Task details> Write out only the opening lines of the entries, through the line with "Task: Transcribe the".

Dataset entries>
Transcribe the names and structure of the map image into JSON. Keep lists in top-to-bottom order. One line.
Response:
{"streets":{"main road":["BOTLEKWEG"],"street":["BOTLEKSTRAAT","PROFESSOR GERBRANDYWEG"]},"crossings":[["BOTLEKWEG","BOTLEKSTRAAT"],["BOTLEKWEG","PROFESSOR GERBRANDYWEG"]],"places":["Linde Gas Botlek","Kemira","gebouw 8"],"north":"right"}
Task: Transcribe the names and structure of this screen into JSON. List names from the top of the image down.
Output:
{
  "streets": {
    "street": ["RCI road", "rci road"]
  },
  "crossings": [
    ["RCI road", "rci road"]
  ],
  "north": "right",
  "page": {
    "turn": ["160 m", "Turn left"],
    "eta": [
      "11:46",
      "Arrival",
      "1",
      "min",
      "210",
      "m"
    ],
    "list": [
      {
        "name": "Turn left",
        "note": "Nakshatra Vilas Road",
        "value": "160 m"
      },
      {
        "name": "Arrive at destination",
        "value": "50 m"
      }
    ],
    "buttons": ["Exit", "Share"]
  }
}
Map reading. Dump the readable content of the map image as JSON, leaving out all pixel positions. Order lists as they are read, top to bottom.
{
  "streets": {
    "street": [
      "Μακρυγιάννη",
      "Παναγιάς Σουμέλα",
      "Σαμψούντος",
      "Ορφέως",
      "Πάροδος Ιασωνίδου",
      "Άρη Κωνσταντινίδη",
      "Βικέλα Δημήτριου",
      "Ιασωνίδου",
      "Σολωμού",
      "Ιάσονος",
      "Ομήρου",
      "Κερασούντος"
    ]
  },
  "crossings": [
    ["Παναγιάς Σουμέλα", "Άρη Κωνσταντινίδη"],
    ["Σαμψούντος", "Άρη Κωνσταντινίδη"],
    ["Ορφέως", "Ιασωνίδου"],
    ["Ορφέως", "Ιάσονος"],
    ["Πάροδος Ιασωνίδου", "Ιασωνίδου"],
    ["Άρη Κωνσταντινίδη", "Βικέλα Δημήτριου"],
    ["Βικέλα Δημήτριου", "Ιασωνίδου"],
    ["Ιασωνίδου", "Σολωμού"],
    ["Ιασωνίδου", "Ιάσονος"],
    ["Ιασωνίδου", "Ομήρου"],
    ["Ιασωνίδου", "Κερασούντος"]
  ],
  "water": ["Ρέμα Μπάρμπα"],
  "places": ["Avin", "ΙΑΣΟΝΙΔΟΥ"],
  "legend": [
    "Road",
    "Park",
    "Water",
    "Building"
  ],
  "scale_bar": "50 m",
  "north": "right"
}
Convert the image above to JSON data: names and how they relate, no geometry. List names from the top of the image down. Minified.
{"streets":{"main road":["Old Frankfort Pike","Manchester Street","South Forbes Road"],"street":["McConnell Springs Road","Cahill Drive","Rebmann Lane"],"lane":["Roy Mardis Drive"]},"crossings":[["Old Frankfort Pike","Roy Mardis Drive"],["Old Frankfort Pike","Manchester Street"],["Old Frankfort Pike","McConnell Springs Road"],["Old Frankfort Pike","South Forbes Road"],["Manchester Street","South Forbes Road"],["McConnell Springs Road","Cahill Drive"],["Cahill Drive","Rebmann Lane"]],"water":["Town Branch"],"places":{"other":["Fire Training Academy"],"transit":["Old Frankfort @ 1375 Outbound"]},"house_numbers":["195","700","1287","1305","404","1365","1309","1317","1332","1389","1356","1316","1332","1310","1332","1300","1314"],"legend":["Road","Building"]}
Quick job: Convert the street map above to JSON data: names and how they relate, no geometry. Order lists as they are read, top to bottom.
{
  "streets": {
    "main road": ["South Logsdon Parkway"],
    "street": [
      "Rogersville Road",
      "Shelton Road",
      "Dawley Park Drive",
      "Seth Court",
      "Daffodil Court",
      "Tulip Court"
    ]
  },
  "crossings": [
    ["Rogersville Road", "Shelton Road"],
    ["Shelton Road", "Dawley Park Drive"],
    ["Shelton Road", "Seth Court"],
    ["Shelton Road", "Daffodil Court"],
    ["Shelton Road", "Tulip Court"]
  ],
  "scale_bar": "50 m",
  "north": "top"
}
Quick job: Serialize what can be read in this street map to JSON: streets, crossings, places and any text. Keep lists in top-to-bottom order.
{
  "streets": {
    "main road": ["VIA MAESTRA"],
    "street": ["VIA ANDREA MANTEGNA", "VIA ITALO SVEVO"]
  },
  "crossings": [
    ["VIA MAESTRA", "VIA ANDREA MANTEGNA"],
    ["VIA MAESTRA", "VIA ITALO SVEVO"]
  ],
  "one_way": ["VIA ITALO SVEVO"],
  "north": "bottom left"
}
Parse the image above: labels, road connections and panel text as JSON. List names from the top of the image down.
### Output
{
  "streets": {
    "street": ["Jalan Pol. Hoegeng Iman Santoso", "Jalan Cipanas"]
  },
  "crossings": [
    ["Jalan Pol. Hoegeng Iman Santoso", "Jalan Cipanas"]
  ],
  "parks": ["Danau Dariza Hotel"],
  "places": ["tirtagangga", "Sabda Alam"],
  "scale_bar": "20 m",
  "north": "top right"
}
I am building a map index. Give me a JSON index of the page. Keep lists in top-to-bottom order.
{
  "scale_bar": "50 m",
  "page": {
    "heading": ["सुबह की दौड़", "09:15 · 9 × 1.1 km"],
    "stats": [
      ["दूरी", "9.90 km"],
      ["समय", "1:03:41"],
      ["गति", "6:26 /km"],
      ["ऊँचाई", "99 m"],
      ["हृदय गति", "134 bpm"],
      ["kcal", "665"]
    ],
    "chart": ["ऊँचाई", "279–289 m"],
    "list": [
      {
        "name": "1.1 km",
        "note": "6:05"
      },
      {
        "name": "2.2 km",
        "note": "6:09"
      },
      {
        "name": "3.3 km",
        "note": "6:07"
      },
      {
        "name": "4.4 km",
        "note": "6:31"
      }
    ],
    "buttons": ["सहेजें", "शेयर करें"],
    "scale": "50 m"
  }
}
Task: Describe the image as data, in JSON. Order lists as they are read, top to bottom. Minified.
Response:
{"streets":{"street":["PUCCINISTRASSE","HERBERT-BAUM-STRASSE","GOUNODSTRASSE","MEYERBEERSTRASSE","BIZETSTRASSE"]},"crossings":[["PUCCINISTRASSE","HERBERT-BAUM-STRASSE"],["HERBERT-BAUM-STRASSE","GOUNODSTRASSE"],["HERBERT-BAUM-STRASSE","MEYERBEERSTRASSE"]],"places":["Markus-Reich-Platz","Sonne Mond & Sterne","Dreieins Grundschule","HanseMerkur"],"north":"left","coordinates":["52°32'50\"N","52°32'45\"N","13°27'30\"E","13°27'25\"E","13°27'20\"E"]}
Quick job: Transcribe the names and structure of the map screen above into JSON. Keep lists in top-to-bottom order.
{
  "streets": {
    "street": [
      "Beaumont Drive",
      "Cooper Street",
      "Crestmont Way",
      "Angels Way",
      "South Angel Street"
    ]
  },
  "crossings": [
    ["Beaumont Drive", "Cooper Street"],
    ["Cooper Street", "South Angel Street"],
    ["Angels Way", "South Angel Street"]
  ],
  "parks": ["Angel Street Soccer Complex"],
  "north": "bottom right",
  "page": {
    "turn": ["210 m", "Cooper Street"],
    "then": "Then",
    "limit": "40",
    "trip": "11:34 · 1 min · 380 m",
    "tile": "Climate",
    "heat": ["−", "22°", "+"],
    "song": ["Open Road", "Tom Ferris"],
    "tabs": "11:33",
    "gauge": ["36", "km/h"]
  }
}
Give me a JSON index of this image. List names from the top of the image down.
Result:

Completed exercise>
Transcribe the names and structure of the map image into JSON. Keep lists in top-to-bottom order. One line.
Response:
{"streets":{"main road":["BOTLEKWEG"],"street":["BOTLEKSTRAAT","PROFESSOR GERBRANDYWEG"]},"crossings":[["BOTLEKWEG","BOTLEKSTRAAT"],["BOTLEKWEG","PROFESSOR GERBRANDYWEG"]],"places":["Linde Gas Botlek","Kemira","gebouw 8"],"north":"right"}
Task: Transcribe the names and structure of this screen into JSON. List names from the top of the image down.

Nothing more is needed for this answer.